Acabei de ler um artigo do Krugman que fez as contas e que também teve o mesmo feeling. 
http://krugman.blogs.nytimes.com/2013/03/21/cyprus-the-sum-of-all-fubar/
Outro aspecto que refere no post seguinte - a proveinência de 1/3 do financiamento por parte dos bancos cipriotas, não é uma medida inédita. A Irlanda teve um programa de montantes superiores ao nosso, com a particularidade de que 1/4 desse valor veio de uma contribuição interna. Ambas crises, Irlandesa e Cipriota, se devem a crises de sectores financeiros que possuem dimensões muito superiores aos PIBs dos respectivos países.
Por mim, o ideal deixava-se falir os bancos em questão e segurar os depósitos até 100 000 euros aos residentes, com intervenção do BCE, o que se deveria ter feito ao BPN.
Há mais bancos no mercado. 
Mantinha-se o principio da segurança dos depositantes de acordo com que foi estabelecido em 2008. 100000 euros, por banco e por titular, quem tiver mais do que isso, que diversifique os bancos. Quem tiver muito mais do que isto, que invista na economia local.
Quem tiver muito mais do que isto, e o colocar num depósito a prazo num só banco, que se responsabilize pelo risco que tomou no remanscente dos 100 000 euros. A regra não é de hoje, é de 2008 e vem escrita em todos os contratos de depósito.
Outro aspecto, se os Russos não tivessem culpa na crise criada, porque prometeram adiantar de imediato 2,5 mil milhões de euros? (empréstimo que ameaçam não efectuar caso aceitem o plano Europeu).
Quanto ao desamparo europeus nos últimos nove meses, O BCE tem vindo a comprar obrigações cipriotas nos OMTs. Por essas e por outras, Draghi merecia um pedacinho no céu (só não o deve ter ainda porque ainda não conseguiu que PT tb tivesses direito aos OMT, mas aos poucos ele está a consegui-lo e não o Gaspar como tanto nos querem fazer crer)

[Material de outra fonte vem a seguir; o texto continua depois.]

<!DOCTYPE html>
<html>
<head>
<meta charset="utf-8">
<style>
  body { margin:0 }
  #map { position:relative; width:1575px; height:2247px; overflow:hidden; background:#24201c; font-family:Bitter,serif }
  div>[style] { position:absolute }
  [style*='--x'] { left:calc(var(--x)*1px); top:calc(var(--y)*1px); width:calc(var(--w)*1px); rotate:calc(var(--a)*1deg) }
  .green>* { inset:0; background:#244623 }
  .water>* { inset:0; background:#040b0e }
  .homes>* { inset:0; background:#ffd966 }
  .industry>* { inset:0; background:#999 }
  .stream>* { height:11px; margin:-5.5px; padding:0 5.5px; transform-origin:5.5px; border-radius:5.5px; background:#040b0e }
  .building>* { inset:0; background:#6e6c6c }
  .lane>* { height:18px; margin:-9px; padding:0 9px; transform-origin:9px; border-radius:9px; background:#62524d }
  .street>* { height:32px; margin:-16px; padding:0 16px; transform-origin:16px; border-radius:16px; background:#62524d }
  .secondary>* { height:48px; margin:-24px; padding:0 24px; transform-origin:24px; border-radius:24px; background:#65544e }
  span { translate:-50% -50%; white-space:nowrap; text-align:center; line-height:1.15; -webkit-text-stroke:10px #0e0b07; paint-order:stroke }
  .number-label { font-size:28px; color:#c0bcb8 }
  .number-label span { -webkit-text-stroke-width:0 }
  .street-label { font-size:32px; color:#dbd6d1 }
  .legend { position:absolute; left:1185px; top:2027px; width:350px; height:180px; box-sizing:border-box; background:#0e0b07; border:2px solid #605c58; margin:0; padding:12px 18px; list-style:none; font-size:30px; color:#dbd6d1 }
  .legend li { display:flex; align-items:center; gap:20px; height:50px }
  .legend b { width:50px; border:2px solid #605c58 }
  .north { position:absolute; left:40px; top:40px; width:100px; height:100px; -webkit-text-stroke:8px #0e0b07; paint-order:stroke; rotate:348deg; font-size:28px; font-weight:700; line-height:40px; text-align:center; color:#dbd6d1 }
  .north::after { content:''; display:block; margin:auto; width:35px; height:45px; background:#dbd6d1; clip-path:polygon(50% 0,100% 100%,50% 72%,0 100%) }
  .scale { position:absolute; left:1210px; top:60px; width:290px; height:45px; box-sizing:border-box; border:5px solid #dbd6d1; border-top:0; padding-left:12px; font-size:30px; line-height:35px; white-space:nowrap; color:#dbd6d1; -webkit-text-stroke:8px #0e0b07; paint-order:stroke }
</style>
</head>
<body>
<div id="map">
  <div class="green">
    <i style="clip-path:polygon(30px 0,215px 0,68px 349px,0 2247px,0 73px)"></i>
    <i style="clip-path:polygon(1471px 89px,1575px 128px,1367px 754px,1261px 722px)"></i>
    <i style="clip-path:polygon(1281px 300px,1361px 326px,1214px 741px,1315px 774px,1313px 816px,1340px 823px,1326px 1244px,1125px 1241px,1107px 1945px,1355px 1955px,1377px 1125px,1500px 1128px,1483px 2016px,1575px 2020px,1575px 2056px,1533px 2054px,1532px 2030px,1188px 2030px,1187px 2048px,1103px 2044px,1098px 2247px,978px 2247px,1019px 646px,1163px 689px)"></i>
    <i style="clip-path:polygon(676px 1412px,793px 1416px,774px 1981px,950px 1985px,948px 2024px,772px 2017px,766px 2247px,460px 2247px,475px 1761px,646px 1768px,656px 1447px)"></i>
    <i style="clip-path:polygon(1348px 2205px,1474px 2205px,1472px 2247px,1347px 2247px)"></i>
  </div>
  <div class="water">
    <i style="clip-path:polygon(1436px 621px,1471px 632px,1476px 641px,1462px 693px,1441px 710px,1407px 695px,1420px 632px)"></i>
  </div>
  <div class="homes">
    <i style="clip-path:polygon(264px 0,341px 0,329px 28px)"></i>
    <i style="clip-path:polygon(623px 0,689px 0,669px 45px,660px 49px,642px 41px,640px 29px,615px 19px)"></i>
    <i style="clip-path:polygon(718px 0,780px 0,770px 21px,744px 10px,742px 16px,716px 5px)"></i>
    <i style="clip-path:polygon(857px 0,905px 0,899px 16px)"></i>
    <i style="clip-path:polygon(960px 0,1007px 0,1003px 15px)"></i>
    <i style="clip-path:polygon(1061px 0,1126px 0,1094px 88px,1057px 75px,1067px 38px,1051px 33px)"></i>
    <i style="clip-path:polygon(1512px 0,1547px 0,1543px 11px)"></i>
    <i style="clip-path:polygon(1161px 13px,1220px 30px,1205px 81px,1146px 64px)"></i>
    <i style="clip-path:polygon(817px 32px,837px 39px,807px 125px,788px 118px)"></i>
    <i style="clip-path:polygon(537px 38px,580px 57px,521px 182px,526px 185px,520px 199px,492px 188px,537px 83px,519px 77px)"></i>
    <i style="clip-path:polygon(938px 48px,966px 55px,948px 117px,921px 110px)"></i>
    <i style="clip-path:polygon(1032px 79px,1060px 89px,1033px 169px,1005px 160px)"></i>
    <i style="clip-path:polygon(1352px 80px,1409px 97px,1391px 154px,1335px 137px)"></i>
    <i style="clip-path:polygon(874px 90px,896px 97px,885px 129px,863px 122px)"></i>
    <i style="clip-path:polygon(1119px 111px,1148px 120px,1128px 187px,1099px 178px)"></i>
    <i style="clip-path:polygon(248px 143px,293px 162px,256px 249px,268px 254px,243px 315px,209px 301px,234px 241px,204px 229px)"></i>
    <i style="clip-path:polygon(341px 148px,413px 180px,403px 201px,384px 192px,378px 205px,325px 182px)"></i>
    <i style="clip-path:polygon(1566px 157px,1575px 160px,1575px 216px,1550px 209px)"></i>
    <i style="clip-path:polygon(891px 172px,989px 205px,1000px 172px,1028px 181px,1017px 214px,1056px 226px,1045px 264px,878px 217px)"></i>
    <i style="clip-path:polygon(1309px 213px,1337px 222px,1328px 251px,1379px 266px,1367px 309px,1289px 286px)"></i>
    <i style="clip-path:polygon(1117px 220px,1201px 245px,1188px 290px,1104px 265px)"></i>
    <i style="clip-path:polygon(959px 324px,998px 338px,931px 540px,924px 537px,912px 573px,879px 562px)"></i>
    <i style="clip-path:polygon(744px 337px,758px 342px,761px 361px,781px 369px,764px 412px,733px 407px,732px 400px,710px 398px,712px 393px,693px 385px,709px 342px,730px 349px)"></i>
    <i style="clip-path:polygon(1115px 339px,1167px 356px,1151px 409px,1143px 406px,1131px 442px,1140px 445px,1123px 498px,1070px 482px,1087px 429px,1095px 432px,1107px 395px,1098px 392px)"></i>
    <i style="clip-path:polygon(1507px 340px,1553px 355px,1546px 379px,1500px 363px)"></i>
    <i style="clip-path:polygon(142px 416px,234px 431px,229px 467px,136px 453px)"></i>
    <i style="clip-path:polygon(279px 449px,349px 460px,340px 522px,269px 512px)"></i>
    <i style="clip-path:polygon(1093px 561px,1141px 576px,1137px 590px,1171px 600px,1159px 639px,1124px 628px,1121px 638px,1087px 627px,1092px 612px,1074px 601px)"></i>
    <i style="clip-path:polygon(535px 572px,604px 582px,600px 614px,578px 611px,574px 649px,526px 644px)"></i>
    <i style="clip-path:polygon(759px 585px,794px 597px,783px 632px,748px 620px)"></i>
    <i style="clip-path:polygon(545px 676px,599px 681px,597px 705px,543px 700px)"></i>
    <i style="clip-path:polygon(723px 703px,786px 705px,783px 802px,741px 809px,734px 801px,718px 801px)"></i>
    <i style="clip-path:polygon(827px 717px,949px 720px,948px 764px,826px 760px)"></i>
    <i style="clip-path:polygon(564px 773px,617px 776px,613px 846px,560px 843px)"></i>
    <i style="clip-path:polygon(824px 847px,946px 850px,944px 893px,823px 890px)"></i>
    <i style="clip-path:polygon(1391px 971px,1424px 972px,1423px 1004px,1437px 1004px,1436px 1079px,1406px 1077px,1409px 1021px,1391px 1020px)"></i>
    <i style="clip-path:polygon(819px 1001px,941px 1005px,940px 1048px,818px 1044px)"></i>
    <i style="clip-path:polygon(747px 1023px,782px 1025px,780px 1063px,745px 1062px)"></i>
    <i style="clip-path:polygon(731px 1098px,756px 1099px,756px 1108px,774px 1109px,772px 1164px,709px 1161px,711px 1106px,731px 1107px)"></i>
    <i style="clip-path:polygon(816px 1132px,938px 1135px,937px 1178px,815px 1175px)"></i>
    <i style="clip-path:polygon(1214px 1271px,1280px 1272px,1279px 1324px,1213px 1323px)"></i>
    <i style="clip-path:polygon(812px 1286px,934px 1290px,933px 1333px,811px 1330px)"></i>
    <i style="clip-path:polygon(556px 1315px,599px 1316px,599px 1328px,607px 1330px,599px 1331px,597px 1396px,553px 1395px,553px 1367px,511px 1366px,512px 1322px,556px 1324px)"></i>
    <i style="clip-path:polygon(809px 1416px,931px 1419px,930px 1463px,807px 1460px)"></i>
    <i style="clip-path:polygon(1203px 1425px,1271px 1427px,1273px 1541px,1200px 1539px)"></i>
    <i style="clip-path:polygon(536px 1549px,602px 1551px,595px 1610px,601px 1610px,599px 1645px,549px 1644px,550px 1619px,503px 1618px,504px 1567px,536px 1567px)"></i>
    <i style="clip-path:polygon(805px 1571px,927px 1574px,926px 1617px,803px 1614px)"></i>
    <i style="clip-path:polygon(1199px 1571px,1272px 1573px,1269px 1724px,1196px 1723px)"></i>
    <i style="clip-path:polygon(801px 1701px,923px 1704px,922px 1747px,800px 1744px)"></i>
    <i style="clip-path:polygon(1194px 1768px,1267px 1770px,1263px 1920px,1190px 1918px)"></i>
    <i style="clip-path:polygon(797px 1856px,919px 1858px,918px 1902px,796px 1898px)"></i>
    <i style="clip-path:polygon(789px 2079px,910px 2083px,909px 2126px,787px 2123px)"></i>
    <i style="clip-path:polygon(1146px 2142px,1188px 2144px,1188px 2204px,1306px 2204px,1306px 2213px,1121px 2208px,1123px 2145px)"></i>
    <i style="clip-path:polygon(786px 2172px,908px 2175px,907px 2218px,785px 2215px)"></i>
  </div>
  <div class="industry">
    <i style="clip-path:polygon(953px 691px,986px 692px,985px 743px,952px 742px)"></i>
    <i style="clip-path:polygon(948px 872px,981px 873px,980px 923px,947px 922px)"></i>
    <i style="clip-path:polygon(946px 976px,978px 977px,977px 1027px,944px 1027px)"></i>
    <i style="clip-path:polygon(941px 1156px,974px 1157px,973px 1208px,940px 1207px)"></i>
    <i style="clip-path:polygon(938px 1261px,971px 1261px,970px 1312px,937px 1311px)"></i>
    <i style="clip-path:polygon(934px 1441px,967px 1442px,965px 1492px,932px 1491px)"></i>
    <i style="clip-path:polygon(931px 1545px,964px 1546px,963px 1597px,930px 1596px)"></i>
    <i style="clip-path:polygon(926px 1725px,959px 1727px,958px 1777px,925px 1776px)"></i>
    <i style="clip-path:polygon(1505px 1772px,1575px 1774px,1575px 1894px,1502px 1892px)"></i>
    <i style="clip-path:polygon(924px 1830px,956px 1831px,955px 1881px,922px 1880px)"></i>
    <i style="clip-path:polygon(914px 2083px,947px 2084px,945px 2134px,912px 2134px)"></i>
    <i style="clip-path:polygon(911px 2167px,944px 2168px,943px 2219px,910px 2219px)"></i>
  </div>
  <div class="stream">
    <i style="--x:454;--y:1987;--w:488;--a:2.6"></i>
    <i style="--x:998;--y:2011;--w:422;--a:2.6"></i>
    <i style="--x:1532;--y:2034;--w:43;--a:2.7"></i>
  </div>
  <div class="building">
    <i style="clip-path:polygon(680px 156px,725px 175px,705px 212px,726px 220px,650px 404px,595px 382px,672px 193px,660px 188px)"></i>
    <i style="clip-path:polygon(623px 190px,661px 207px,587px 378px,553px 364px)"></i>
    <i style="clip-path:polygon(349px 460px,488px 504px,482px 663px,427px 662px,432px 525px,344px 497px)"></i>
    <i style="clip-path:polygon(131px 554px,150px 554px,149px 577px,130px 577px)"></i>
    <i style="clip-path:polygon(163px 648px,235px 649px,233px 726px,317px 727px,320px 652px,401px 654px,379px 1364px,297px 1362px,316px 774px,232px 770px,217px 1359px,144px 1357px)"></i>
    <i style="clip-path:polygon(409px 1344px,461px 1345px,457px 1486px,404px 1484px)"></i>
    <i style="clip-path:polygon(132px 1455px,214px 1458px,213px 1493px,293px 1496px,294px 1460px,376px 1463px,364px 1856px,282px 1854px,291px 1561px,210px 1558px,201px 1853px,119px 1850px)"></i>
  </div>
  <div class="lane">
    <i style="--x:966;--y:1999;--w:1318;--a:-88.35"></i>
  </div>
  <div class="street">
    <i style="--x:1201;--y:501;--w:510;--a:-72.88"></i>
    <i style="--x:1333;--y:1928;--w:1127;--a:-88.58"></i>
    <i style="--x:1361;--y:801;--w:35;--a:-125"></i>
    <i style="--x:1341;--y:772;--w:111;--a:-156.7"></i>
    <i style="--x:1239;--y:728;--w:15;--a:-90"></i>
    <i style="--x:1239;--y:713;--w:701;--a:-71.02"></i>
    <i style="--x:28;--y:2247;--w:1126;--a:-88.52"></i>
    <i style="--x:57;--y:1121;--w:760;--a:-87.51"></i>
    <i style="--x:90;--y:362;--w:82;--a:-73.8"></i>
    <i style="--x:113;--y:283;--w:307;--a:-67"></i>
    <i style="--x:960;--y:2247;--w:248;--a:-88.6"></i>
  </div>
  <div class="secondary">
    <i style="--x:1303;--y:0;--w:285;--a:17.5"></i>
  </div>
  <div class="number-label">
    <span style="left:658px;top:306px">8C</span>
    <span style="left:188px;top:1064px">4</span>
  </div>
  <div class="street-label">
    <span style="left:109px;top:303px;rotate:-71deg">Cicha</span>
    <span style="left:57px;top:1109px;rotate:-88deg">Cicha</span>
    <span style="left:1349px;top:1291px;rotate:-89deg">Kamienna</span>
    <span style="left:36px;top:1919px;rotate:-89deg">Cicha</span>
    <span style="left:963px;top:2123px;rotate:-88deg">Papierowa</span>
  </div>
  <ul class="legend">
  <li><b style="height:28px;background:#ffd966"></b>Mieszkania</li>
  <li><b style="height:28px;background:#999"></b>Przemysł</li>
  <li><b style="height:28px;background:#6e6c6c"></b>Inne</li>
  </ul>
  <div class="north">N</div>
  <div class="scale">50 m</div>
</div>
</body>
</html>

Na semana passada no Les Echos vi um artigo muitíssimo interessante sobre a geopolítica do conflito cipriota. Na eventualidade de chipre poder extrair gás, isto só acontecerá lá para 2019. Entretanto a Gazprom, face ao insucesso constante da europeização da turquia, tem aproveitado a insatisfação turca perante os europeus e acentuado as suas acções de prospecção no sul da Turquia. A construção do gasoduto que traga gás do Norte de África para a Europa, perante os conflitos jihaidistas cada vez mais é uma miragem. No entanto no mediterrâneo, onde as descobertas têm sido mais frutíferas, a Turquia tem a maioria das probabilidades de se tornar o melhor spot. Há algumas empresas europeias que têm licenças, mas a Rússia tem intenção de monopolizar a distribuição e tem vindo a adquirir algumas posições europeias.
Resta Chipre, que ironicamente possui as reservas mais rentáveis no lado turco, e algumas menos rentáveis no lado grego. Para as empresas europeias de Extração de gás, que na sua maioria tb já investiram na Turquia, poderem extrair em Chipre, fragilizariam o seu poder negocial perante os Turcos. A Gazprom, segundo Les Echo, pode estar a fazer jogo duplo, de promessa de prospecção em Chipre, mas face a um impasse turco, poderão deixar CHipre em Standby, o que me faz lembrar um pouco a eterna promessa da extração de petróleo em São Tomé e Príncipe.
A Europa, essa... fica assim encurralada energeticamente pelos Russos. Aí os eternos receios alemães perante uma crise inflacionária terão razão de ser.

É tudo demasiado complicado e perigoso para se tomar um partido por um lado ou por um outro.
Depois de ler o artigo do Les Echos, que não estou a encontrar, fiquei com a sensação de que perder 6% num depósito a prazo era mesmo um mal menor.